脱退から1年 ジェンダーレスな平手友梨奈は何と闘ったのか?

こじらぶ ライター
更新日:2021-01-24 06:00
投稿日:2021-01-24 06:00

ひょうきんで悪ガキな飾らない平手の“素顔”

ジェンダーレスな平手が闘い続けてきたもの、そして彼女の行く先とは…/(C)日刊ゲンダイ
ジェンダーレスな平手が闘い続けてきたもの、そして彼女の行く先とは… /(C)日刊ゲンダイ

 2020年1月23日、平手友梨奈(19)は欅坂46を脱退した。それから1年、今月22日に彼女がヒロイン役で出演する映画「さんかく窓の外側は夜」が公開された。また来月公開予定だった映画「ザ・ファブル 殺さない殺し屋」はコロナで延期になってしまったが、こちらにもヒロイン役で出演している。

 2つの映画のプロモーションで連日のように平手掲載の雑誌が発売され、TVのバラエティー番組では欅坂46時代の「あまり笑わない」というイメージを覆すようにひょうきんで悪ガキな飾らない素顔を見せている。

 先月25日にはソロアーティストとして初の配信シングル「ダンスの理由」をリリース。既存ファンに加え、最近になって同曲で彼女を知ったという新規の国内外のファンも増え同曲MV再生回数は350万回を突破。海外ファンからの大反響を受けてか、英語字幕も用意された。

フル稼働の活躍を見せる姿を想像できたか

 まさにフル稼働の活躍を見せる平手だが、1年前を思えば今のこの姿を想像できた人は少なかったのではないだろうか。
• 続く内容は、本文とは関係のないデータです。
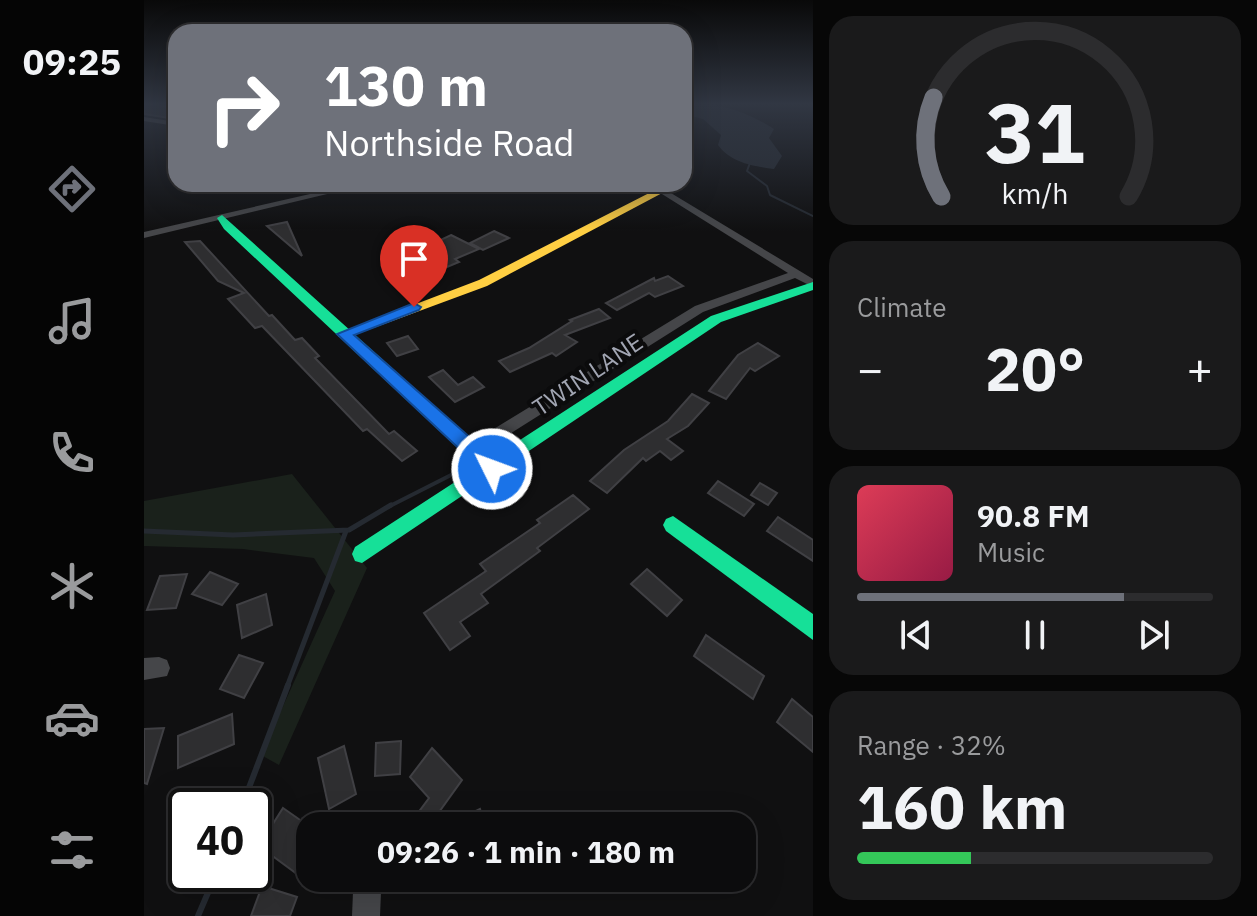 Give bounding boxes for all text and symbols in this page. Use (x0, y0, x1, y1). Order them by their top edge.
text: 09:25 (23, 38, 121, 85)
text: 130 m (324, 49, 488, 121)
icon: right (192, 56, 296, 160)
text: 31 (985, 77, 1085, 185)
text: Northside Road (324, 119, 575, 166)
icon: directions (44, 161, 100, 217)
text: km/h (1001, 175, 1069, 212)
pin (380, 225, 448, 307)
icon: arrive (392, 237, 436, 281)
text: Climate (857, 290, 947, 324)
icon: music (44, 293, 100, 349)
street label: TWIN LANE (526, 326, 649, 423)
text: 20° (985, 329, 1085, 408)
text: − (857, 340, 883, 397)
text: + (1187, 340, 1213, 397)
icon: phone (44, 425, 100, 481)
position arrow (450, 427, 534, 511)
text: 90.8 FM (977, 496, 1090, 535)
text: Music (977, 535, 1045, 569)
icon: climate (44, 558, 100, 614)
icon: previous (894, 613, 938, 657)
icon: pause (1013, 613, 1057, 657)
icon: next (1132, 613, 1176, 657)
icon: car (44, 690, 100, 746)
text: Range · 32% (857, 728, 1006, 762)
text: 160 km (857, 767, 1067, 846)
speed limit sign: 40 (168, 788, 272, 892)
icon: filters (44, 822, 100, 878)
text: 09:26 · 1 min · 180 m (377, 832, 675, 871)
 脱退間際の平手は心身共に満身創痍の状態にあった。18年以来、腰部・腕・手首の怪我を患っていた。過去には握手会での説教、襲撃事件やストーカー被害にも遭った。またデビューから4年半続いたセンターの重圧、ネット上の叩きに苦しめられた。精神が不安定な彼女に“絶望”や“孤独”を体現する楽曲が当て書きされ、彼女は自身から生み出されたものに飲み込まれ、さらに心を苛まれていった。

 平手は大事なステージの前にはものが喉を通らないことや、夜に眠ることがままならず、朝までYouTubeを見て過ごすといったことを自身のラジオや雑誌等で話していた。

 食事をうまくとれない、寝ることができない――。

 彼女はサラッと話していたが、10代の女の子が抱える問題としてはあまりに深刻すぎる。
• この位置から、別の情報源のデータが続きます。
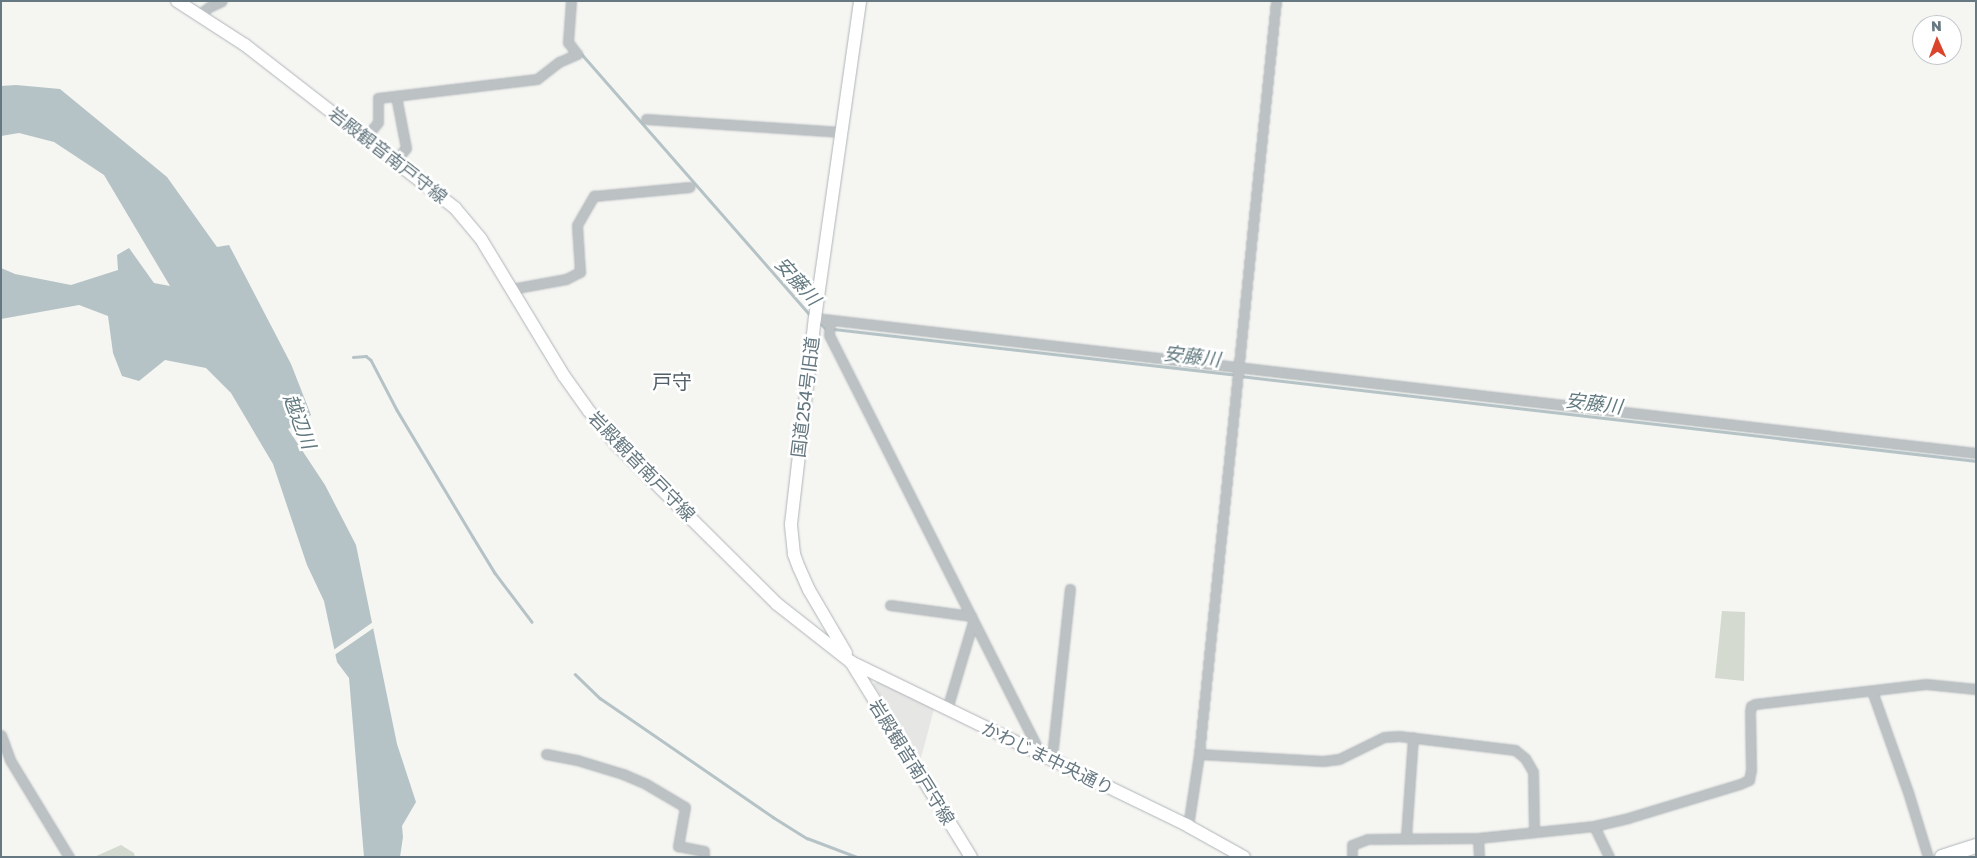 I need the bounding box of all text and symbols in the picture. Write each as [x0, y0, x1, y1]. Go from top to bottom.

 19年末の音楽特番ラッシュ時、出演したステージでは神がかったようなパフォーマンスをしていたが、本番前後はフラフラで1人で歩けず周囲に介助されていた。いかに極限状態にあったかを物語っている。

多くのファンが悲しみに暮れた“1.23事件”

欅坂46最後の紅白で何かに向かい、不敵な笑みを浮かべつつ全力パフォーマンスをやり切った平手(中央)/(C)日刊ゲンダイ
欅坂46最後の紅白で何かに向かい、不敵な笑みを浮かべつつ全力パフォーマンスをやり切った平手(中央) /(C)日刊ゲンダイ

 そのようなギリギリな状態の中、19年末NHK紅白歌合戦を欅坂46最後のステージとして、前述の20年1月23日、脱退を発表した。同発表の前後に現在公開中の「さんかく窓の外側は夜」の撮影に参加。コロナの影響で昨年内の公開が延期され、期せずして平手が欅坂46から脱退して1年後に同作は日の目を見ることになった。

 突然の脱退発表に多くのファンが悲しみに暮れた20年の通称“1.23事件”から1年、21年の1月23日に平手は同作公開記念舞台挨拶に登壇するなど連日のメディア露出に加え、ファンを喜ばせている。

 各媒体でのインタビューでは共演したW主演の岡田将生(31)と志尊淳(25)が平手を含め3人で兄妹のように親しくなったこと、彼らが平手に兄目線で「もっとご飯を食べたほうがいい」とアドバイスしていたことを笑顔で話していた。

身を粉にしても闘い続ける覚悟

初共演で兄弟のように親しくなり食事にも出かけていた3人(左から平手、岡田、志尊)/「さんかく窓の外側は夜」公式Twitter(2021年1月7日付)より
初共演で兄弟のように親しくなり食事にも出かけていた3人(左から平手、岡田、志尊) /「さんかく窓の外側は夜」公式Twitter(2021年1月7日付)より

 平手は今も非常に細身だが1年前の撮影時よりいくらかは体重が戻ったようにも見える。少なくとも先の年末年始に3度の音楽特番にて、「ダンスの理由」で欅坂46時代以上のバキバキダンスを男性プロダンサー陣とピタリ息を揃え踊り切っており、単に痩せているというよりは“締まっている”ととることもできる。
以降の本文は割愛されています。